--- START ---
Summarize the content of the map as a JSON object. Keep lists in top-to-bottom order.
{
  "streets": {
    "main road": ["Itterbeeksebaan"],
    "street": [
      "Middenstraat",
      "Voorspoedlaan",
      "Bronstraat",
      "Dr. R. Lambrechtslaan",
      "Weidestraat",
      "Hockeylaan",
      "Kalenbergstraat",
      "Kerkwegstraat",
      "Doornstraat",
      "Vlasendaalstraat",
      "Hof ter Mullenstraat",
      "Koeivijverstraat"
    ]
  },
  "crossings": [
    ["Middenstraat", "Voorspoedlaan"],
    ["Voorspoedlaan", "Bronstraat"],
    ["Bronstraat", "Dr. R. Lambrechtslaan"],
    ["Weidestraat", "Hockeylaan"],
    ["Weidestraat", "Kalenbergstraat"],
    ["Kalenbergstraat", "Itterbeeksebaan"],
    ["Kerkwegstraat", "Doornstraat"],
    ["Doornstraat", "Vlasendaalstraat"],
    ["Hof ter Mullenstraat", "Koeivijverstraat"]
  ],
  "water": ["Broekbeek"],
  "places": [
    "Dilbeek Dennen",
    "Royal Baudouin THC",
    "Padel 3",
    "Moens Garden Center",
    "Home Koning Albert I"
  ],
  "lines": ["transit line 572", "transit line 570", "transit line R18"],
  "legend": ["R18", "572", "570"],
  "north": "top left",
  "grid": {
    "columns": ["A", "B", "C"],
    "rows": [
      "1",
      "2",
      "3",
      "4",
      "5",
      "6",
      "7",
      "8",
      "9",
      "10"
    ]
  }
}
--- END ---
• Task requirements:
Your job is to give the listing again exactly as it was written.

• Result for this task:
Summarize the content of the map as a JSON object. Keep lists in top-to-bottom order.
{
  "streets": {
    "main road": ["Itterbeeksebaan"],
    "street": [
      "Middenstraat",
      "Voorspoedlaan",
      "Bronstraat",
      "Dr. R. Lambrechtslaan",
      "Weidestraat",
      "Hockeylaan",
      "Kalenbergstraat",
      "Kerkwegstraat",
      "Doornstraat",
      "Vlasendaalstraat",
      "Hof ter Mullenstraat",
      "Koeivijverstraat"
    ]
  },
  "crossings": [
    ["Middenstraat", "Voorspoedlaan"],
    ["Voorspoedlaan", "Bronstraat"],
    ["Bronstraat", "Dr. R. Lambrechtslaan"],
    ["Weidestraat", "Hockeylaan"],
    ["Weidestraat", "Kalenbergstraat"],
    ["Kalenbergstraat", "Itterbeeksebaan"],
    ["Kerkwegstraat", "Doornstraat"],
    ["Doornstraat", "Vlasendaalstraat"],
    ["Hof ter Mullenstraat", "Koeivijverstraat"]
  ],
  "water": ["Broekbeek"],
  "places": [
    "Dilbeek Dennen",
    "Royal Baudouin THC",
    "Padel 3",
    "Moens Garden Center",
    "Home Koning Albert I"
  ],
  "lines": ["transit line 572", "transit line 570", "transit line R18"],
  "legend": ["R18", "572", "570"],
  "north": "top left",
  "grid": {
    "columns": ["A", "B", "C"],
    "rows": [
      "1",
      "2",
      "3",
      "4",
      "5",
      "6",
      "7",
      "8",
      "9",
      "10"
    ]
  }
}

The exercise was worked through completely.